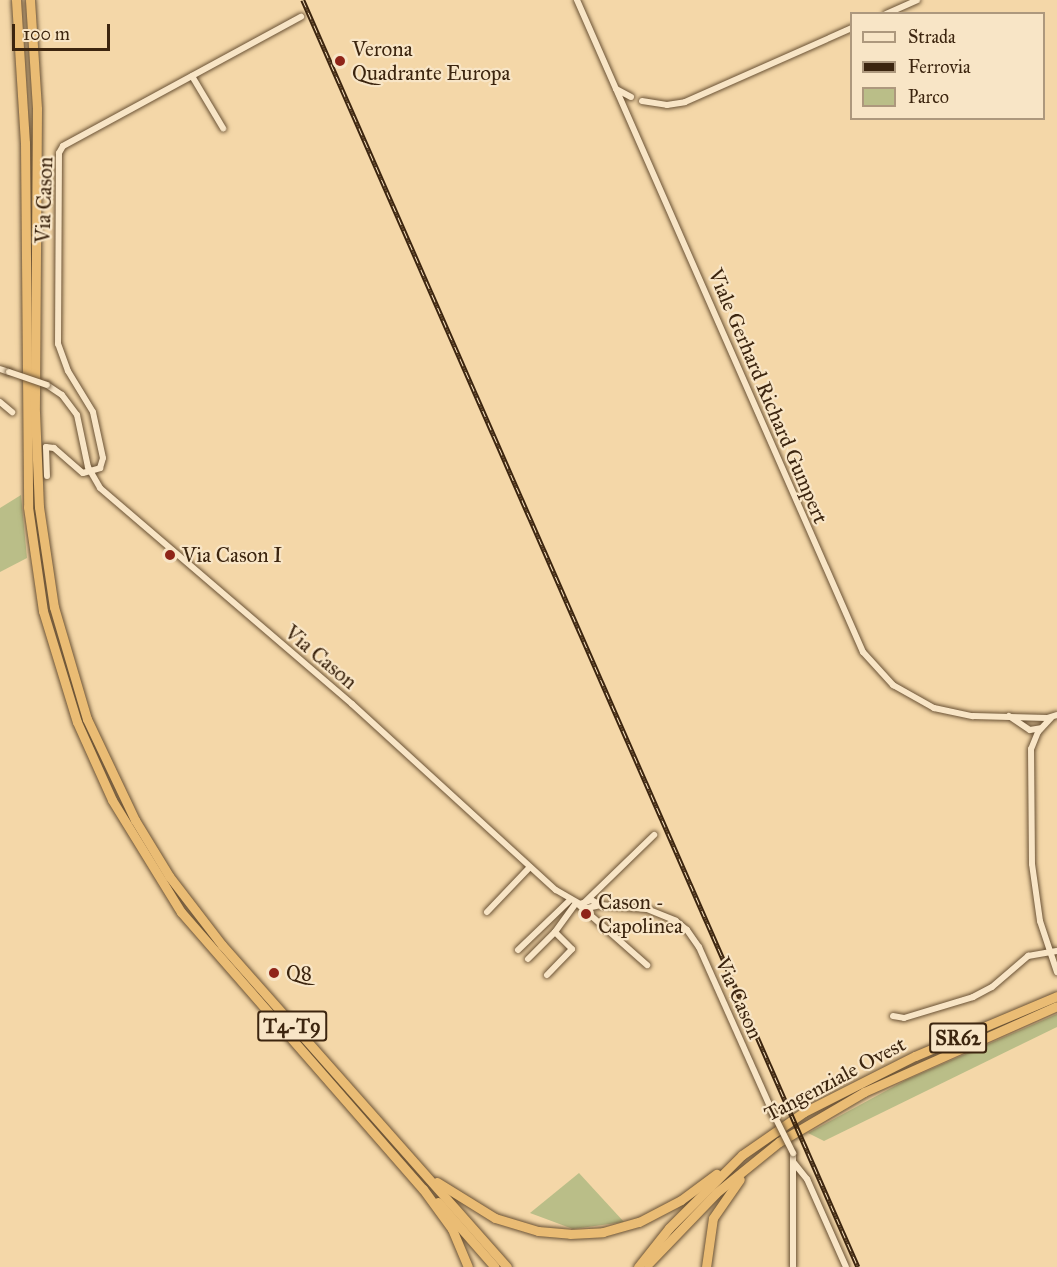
<!DOCTYPE html>
<style>
body{margin:0}
#map{position:relative;width:1057px;height:1267px;overflow:hidden;background:#f4d7a8;font-family:"IM FELL Great Primer",serif}
div>[style]{position:absolute}
[style*='--x']{left:calc(var(--x)*1px);top:calc(var(--y)*1px);width:calc(var(--w)*1px);rotate:calc(var(--a)*1deg)}
.green>*{inset:0;background:#babe88}
.roads{filter:drop-shadow(0 0 2px #6a5235) drop-shadow(0 0 2px #6a5235)}
.minor>*{height:6px;margin:-3px;padding:0 3px;transform-origin:3px;border-radius:3px;background:#f8e5c6}
.trunk>*{height:9px;margin:-4.5px;padding:0 4.5px;transform-origin:4.5px;border-radius:4.5px;background:#eabc74}
.rail>*{height:4.5px;margin-top:-2.25px;transform-origin:0;background:repeating-linear-gradient(90deg,#f8e5c6 0 7px,#3c250f 0 14px);box-sizing:border-box;border-block:2px solid #3c250f}
.bridges{filter:drop-shadow(0 0 2px #6a5235) drop-shadow(0 0 2px #6a5235)}
.minor-bridge>*{height:6px;margin:-3px;padding:0 3px;transform-origin:3px;border-radius:3px;background:#f8e5c6}
.dots>*{width:16px;height:16px;translate:-50% -50%;box-sizing:border-box;border:3px solid #f8e5c6;border-radius:50%}
span{translate:-50% -50%;white-space:nowrap;text-align:center;line-height:1.15;-webkit-text-stroke:4.5px #f8e5c6;paint-order:stroke}
.shield-label span{padding:2px 4px;background:#f8e5c6;border:2px solid;border-radius:4px;-webkit-text-stroke-width:0}
.shield-label{font-size:20px;color:#3c250f;font-weight:700}
.poi-label{font-size:21px;color:#3c250f}
.left{translate:0 -50%;text-align:left}
.street-label{font-size:21px;color:#3c250f}
.legend{position:absolute;left:850px;top:12px;width:195px;height:108px;box-sizing:border-box;background:#f8e5c6;border:2px solid #ad987d;margin:0;padding:8px 10px;list-style:none;font-size:18px;color:#3c250f}
.legend li{display:flex;align-items:center;gap:12px;height:30px}
.legend b{width:30px;border:2px solid #ad987d}
.scale{position:absolute;left:12px;top:24px;width:98px;height:27px;box-sizing:border-box;border:3px solid #3c250f;border-top:0;padding-left:8px;font-size:18px;line-height:21px;white-space:nowrap;color:#3c250f;-webkit-text-stroke:4px #f8e5c6;paint-order:stroke}
</style>
<div id="map">
<div class="green">
<i style="clip-path:polygon(21px 495px,27px 558px,0 572px,0 508px)"></i>
<i style="clip-path:polygon(1057px 1014px,1057px 1027px,824px 1141px,808px 1133px,906px 1080px)"></i>
<i style="clip-path:polygon(579px 1173px,624px 1222px,573px 1229px,530px 1213px)"></i>
</div>
<div class="roads">
<div class="minor">
<i style="--x:577;--y:0;--w:712;--a:66.32"></i>
<i style="--x:863;--y:652;--w:45;--a:47.7"></i>
<i style="--x:893;--y:685;--w:47;--a:29.3"></i>
<i style="--x:934;--y:708;--w:40;--a:12"></i>
<i style="--x:973;--y:716;--w:74;--a:1.5"></i>
<i style="--x:1047;--y:718;--w:10;--a:-17"></i>
<i style="--x:886;--y:14;--w:34;--a:-24"></i>
<i style="--x:192;--y:76;--w:61;--a:59.2"></i>
<i style="--x:616;--y:89;--w:17;--a:28"></i>
<i style="--x:642;--y:101;--w:25;--a:9"></i>
<i style="--x:667;--y:105;--w:18;--a:-9"></i>
<i style="--x:685;--y:102;--w:183;--a:-23.9"></i>
<i style="--x:0;--y:369;--w:9;--a:18"></i>
<i style="--x:47;--y:385;--w:18;--a:34"></i>
<i style="--x:62;--y:395;--w:25;--a:53"></i>
<i style="--x:77;--y:415;--w:53;--a:78.1"></i>
<i style="--x:88;--y:467;--w:24;--a:60"></i>
<i style="--x:100;--y:488;--w:332;--a:40.6"></i>
<i style="--x:352;--y:704;--w:276;--a:42.4"></i>
<i style="--x:556;--y:890;--w:36;--a:30"></i>
<i style="--x:587;--y:908;--w:14;--a:-12"></i>
<i style="--x:0;--y:402;--w:16;--a:40"></i>
<i style="--x:47;--y:476;--w:29;--a:-92"></i>
<i style="--x:46;--y:447;--w:8;--a:7"></i>
<i style="--x:54;--y:448;--w:38;--a:41"></i>
<i style="--x:83;--y:473;--w:18;--a:-16"></i>
<i style="--x:100;--y:468;--w:10;--a:-73"></i>
<i style="--x:103;--y:458;--w:47;--a:-102.3"></i>
<i style="--x:93;--y:412;--w:48;--a:-121.4"></i>
<i style="--x:68;--y:371;--w:29;--a:-110"></i>
<i style="--x:58;--y:344;--w:191;--a:-89.7"></i>
<i style="--x:59;--y:153;--w:8;--a:-60"></i>
<i style="--x:63;--y:146;--w:271;--a:-28.5"></i>
<i style="--x:1009;--y:716;--w:25;--a:34"></i>
<i style="--x:1030;--y:730;--w:11;--a:-10"></i>
<i style="--x:1051;--y:718;--w:19;--a:133"></i>
<i style="--x:1038;--y:732;--w:18;--a:112"></i>
<i style="--x:1031;--y:749;--w:115;--a:89.5"></i>
<i style="--x:1032;--y:864;--w:58;--a:82"></i>
<i style="--x:1040;--y:921;--w:54;--a:71.6"></i>
<i style="--x:586;--y:901;--w:95;--a:-44.1"></i>
<i style="--x:580;--y:904;--w:12;--a:-20"></i>
<i style="--x:591;--y:900;--w:11;--a:27"></i>
<i style="--x:601;--y:905;--w:46;--a:5"></i>
<i style="--x:647;--y:909;--w:31;--a:22"></i>
<i style="--x:676;--y:921;--w:14;--a:39"></i>
<i style="--x:687;--y:930;--w:21;--a:55"></i>
<i style="--x:699;--y:947;--w:182;--a:66"></i>
<i style="--x:579;--y:905;--w:91;--a:41.4"></i>
<i style="--x:487;--y:912;--w:62;--a:-46.3"></i>
<i style="--x:518;--y:950;--w:72;--a:-43.9"></i>
<i style="--x:528;--y:959;--w:38;--a:-45"></i>
<i style="--x:547;--y:975;--w:36;--a:-46"></i>
<i style="--x:572;--y:949;--w:24;--a:-135"></i>
<i style="--x:555;--y:932;--w:36;--a:-54"></i>
<i style="--x:893;--y:1016;--w:11;--a:10"></i>
<i style="--x:904;--y:1018;--w:72;--a:-16.9"></i>
<i style="--x:973;--y:997;--w:21;--a:-28"></i>
<i style="--x:992;--y:987;--w:48;--a:-40.7"></i>
<i style="--x:1028;--y:956;--w:29;--a:-10"></i>
<i style="--x:794;--y:1163;--w:21;--a:51"></i>
<i style="--x:807;--y:1179;--w:96;--a:66.1"></i>
<i style="--x:793;--y:1267;--w:114;--a:-90"></i>
</div>
<div class="trunk">
<i style="--x:16;--y:0;--w:143;--a:86.4"></i>
<i style="--x:25;--y:143;--w:364;--a:89.5"></i>
<i style="--x:28;--y:507;--w:105;--a:81.8"></i>
<i style="--x:43;--y:611;--w:116;--a:73"></i>
<i style="--x:77;--y:722;--w:85;--a:65.8"></i>
<i style="--x:112;--y:800;--w:132;--a:58.4"></i>
<i style="--x:181;--y:912;--w:368;--a:48.9"></i>
<i style="--x:423;--y:1189;--w:49;--a:54.1"></i>
<i style="--x:452;--y:1229;--w:41;--a:67.2"></i>
<i style="--x:30;--y:0;--w:109;--a:86.3"></i>
<i style="--x:37;--y:109;--w:303;--a:90.4"></i>
<i style="--x:35;--y:412;--w:95;--a:87.6"></i>
<i style="--x:39;--y:507;--w:101;--a:81.5"></i>
<i style="--x:54;--y:607;--w:117;--a:73.6"></i>
<i style="--x:87;--y:719;--w:112;--a:64.6"></i>
<i style="--x:135;--y:820;--w:66;--a:58.7"></i>
<i style="--x:169;--y:876;--w:87;--a:52.5"></i>
<i style="--x:222;--y:945;--w:430;--a:48.5"></i>
<i style="--x:437;--y:1182;--w:68;--a:31.8"></i>
<i style="--x:495;--y:1218;--w:45;--a:16.8"></i>
<i style="--x:538;--y:1231;--w:32;--a:5"></i>
<i style="--x:570;--y:1234;--w:33;--a:-3"></i>
<i style="--x:603;--y:1232;--w:37;--a:-16"></i>
<i style="--x:639;--y:1222;--w:47;--a:-27.6"></i>
<i style="--x:681;--y:1200;--w:44;--a:-36.6"></i>
<i style="--x:438;--y:1202;--w:86;--a:48.8"></i>
<i style="--x:648;--y:1264;--w:98;--a:-46.2"></i>
<i style="--x:716;--y:1193;--w:81;--a:-39"></i>
<i style="--x:779;--y:1142;--w:99;--a:-30.5"></i>
<i style="--x:864;--y:1092;--w:211;--a:-24"></i>
<i style="--x:638;--y:1267;--w:50;--a:-51.5"></i>
<i style="--x:669;--y:1228;--w:103;--a:-45"></i>
<i style="--x:742;--y:1155;--w:75;--a:-34.7"></i>
<i style="--x:804;--y:1112;--w:124;--a:-26.8"></i>
<i style="--x:915;--y:1056;--w:154;--a:-22.9"></i>
<i style="--x:706;--y:1267;--w:49;--a:-81.9"></i>
<i style="--x:713;--y:1218;--w:47;--a:-55.3"></i>
</div>
</div>
<div class="rail">
<i style="--x:303;--y:0;--w:1383;--a:66.34"></i>
</div>
<div class="bridges">
<div class="minor-bridge">
<i style="--x:9;--y:372;--w:40;--a:18.9"></i>
<i style="--x:773;--y:1113;--w:45;--a:63.4"></i>
</div>
</div>
<div class="dots">
<i style="left:340px;top:61px;background:#8f2418"></i>
<i style="left:170px;top:555px;background:#8f2418"></i>
<i style="left:586px;top:914px;background:#8f2418"></i>
<i style="left:274px;top:973px;background:#8f2418"></i>
</div>
<div class="shield-label">
<span style="left:292px;top:1026px">T4-T9</span>
<span style="left:958px;top:1038px">SR62</span>
</div>
<div class="poi-label">
<span class="left" style="left:352px;top:61px">Verona<br>Quadrante Europa</span>
<span class="left" style="left:182px;top:555px">Via Cason I</span>
<span class="left" style="left:598px;top:914px">Cason -<br>Capolinea</span>
<span class="left" style="left:286px;top:973px">Q8</span>
</div>
<div class="street-label">
<span style="left:44px;top:200px;rotate:-88deg">Via Cason</span>
<span style="left:768px;top:396px;rotate:67deg">Viale Gerhard Richard Gumpert</span>
<span style="left:321px;top:657px;rotate:40deg">Via Cason</span>
<span style="left:739px;top:998px;rotate:66deg">Via Cason</span>
<span style="left:835px;top:1079px;rotate:-28deg">Tangenziale Ovest</span>
</div>
<ul class="legend">
<li><b style="height:8px;background:#f8e5c6"></b>Strada</li>
<li><b style="height:8px;background:#3c250f"></b>Ferrovia</li>
<li><b style="height:16px;background:#babe88"></b>Parco</li>
</ul>
<div class="scale">100 m</div>
</div>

================================

**Your objective:** Using the records above, report each line with the string "width".

**Answer to this exercise:**
#map{position:relative;width:1057px;height:1267px;overflow:hidden;background:#f4d7a8;font-family:"IM FELL Great Primer",serif}
[style*='--x']{left:calc(var(--x)*1px);top:calc(var(--y)*1px);width:calc(var(--w)*1px);rotate:calc(var(--a)*1deg)}
.dots>*{width:16px;height:16px;translate:-50% -50%;box-sizing:border-box;border:3px solid #f8e5c6;border-radius:50%}
.shield-label span{padding:2px 4px;background:#f8e5c6;border:2px solid;border-radius:4px;-webkit-text-stroke-width:0}
.legend{position:absolute;left:850px;top:12px;width:195px;height:108px;box-sizing:border-box;background:#f8e5c6;border:2px solid #ad987d;margin:0;padding:8px 10px;list-style:none;font-size:18px;color:#3c250f}
.legend b{width:30px;border:2px solid #ad987d}
.scale{position:absolute;left:12px;top:24px;width:98px;height:27px;box-sizing:border-box;border:3px solid #3c250f;border-top:0;padding-left:8px;font-size:18px;line-height:21px;white-space:nowrap;color:#3c250f;-webkit-text-stroke:4px #f8e5c6;paint-order:stroke}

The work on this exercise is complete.